### Exercise details
Reproduce every record below exactly as written, leaving out any pictures.
++++
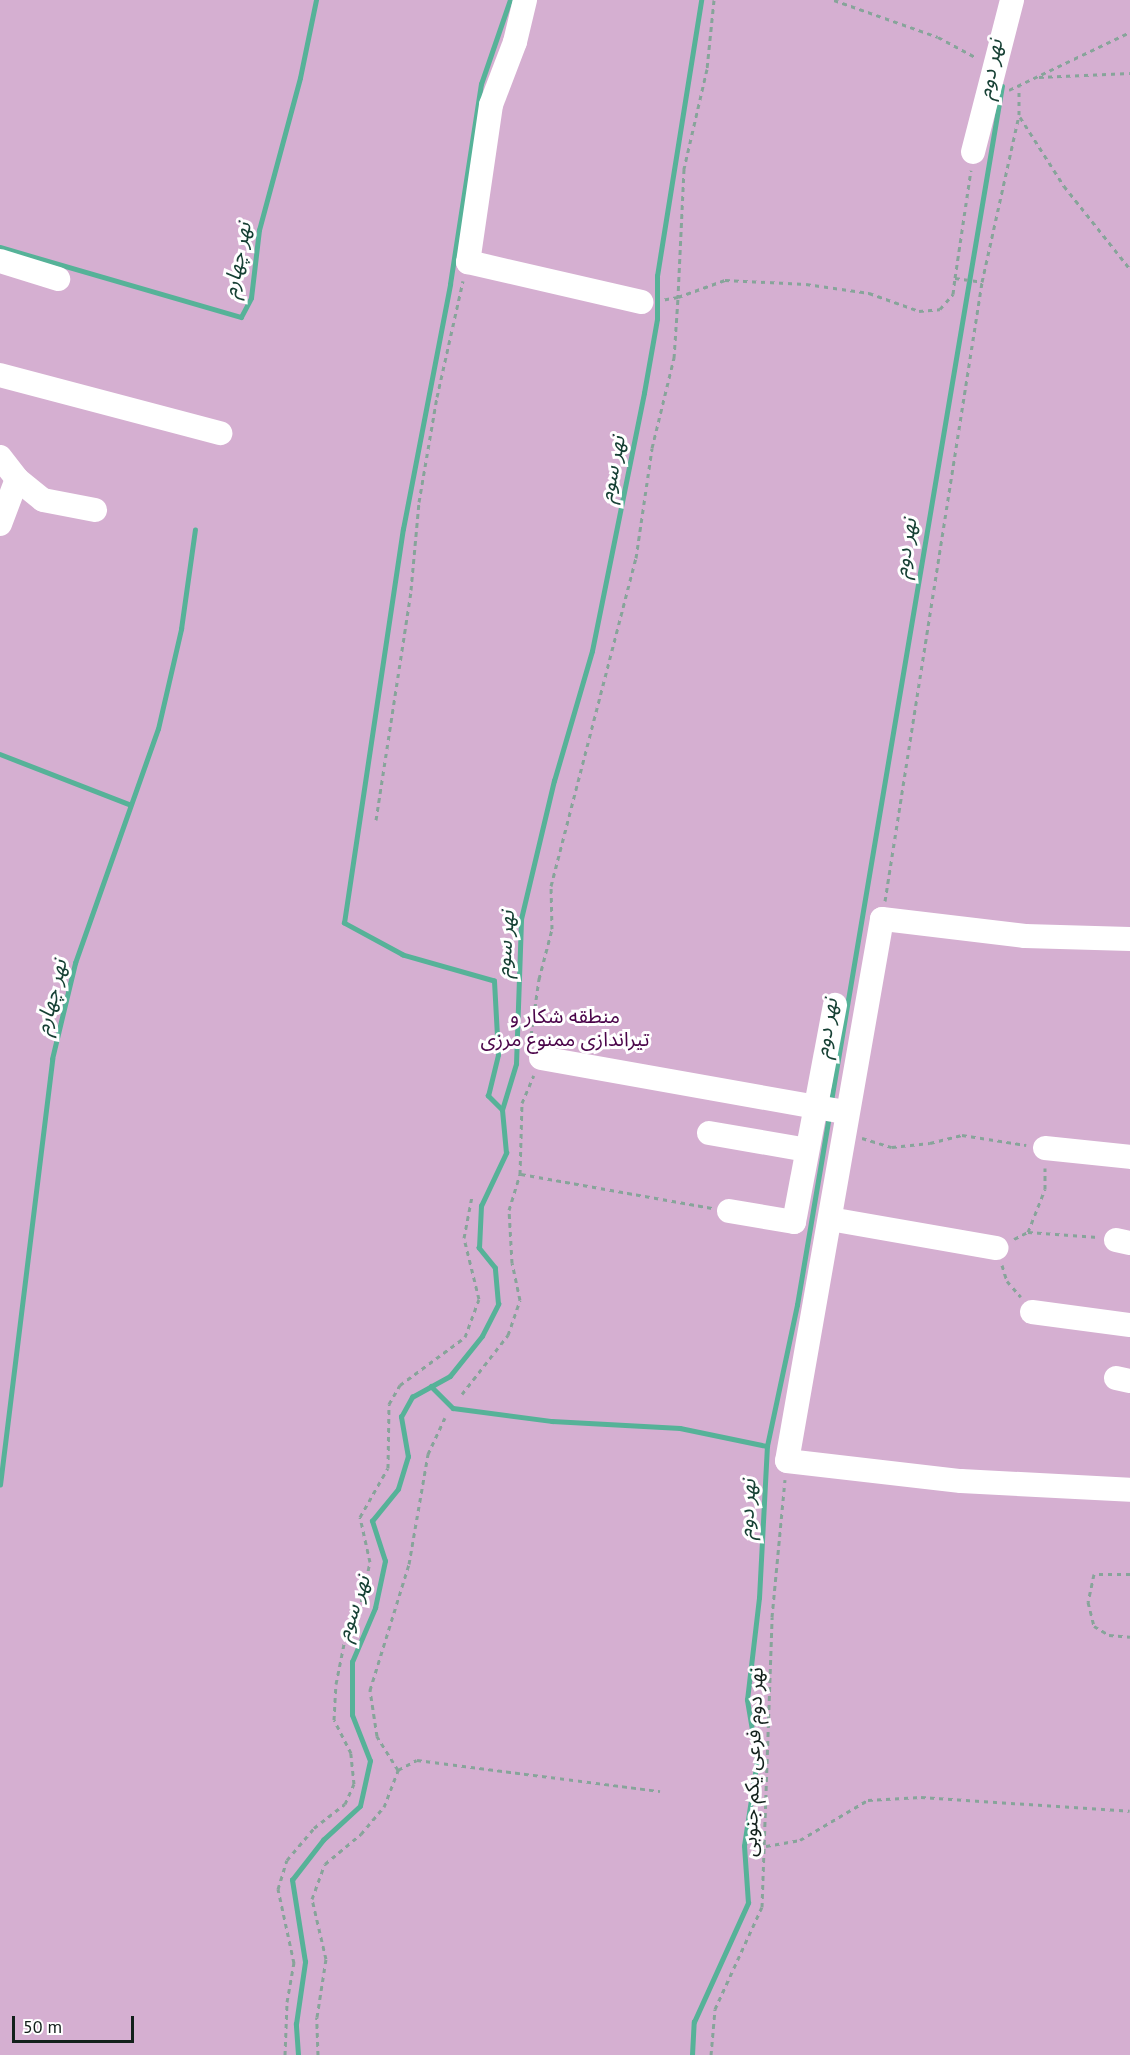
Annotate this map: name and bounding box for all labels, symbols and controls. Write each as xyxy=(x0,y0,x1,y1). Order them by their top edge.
water label: نهر دوم xyxy=(972,37,1008,101)
water label: نهر چهارم xyxy=(217,220,257,300)
water label: نهر سوم xyxy=(593,434,631,504)
water label: نهر دوم xyxy=(888,517,922,579)
water label: نهر سوم xyxy=(490,910,520,978)
water label: نهر چهارم xyxy=(30,957,72,1037)
water label: نهر دوم xyxy=(809,997,843,1059)
park label: منطقه شکار و تیراندازی ممنوع مرزی xyxy=(480,1004,650,1051)
water label: نهر دوم xyxy=(733,1478,761,1540)
water label: نهر سوم xyxy=(330,1572,376,1644)
street label: نهر دوم فرعی یکم جنوبی xyxy=(738,1667,768,1857)
scale bar xyxy=(15,2004,136,2042)
text: 50 m xyxy=(23,2015,62,2038)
++++
### Solution below
Annotate this map: name and bounding box for all labels, symbols and controls. Write each as xyxy=(x0,y0,x1,y1). Order them by their top edge.
water label: نهر دوم xyxy=(972,37,1008,101)
water label: نهر چهارم xyxy=(217,220,257,300)
water label: نهر سوم xyxy=(593,434,631,504)
water label: نهر دوم xyxy=(888,517,922,579)
water label: نهر سوم xyxy=(490,910,520,978)
water label: نهر چهارم xyxy=(30,957,72,1037)
water label: نهر دوم xyxy=(809,997,843,1059)
park label: منطقه شکار و تیراندازی ممنوع مرزی xyxy=(480,1004,650,1051)
water label: نهر دوم xyxy=(733,1478,761,1540)
water label: نهر سوم xyxy=(330,1572,376,1644)
street label: نهر دوم فرعی یکم جنوبی xyxy=(738,1667,768,1857)
scale bar xyxy=(15,2004,136,2042)
text: 50 m xyxy=(23,2015,62,2038)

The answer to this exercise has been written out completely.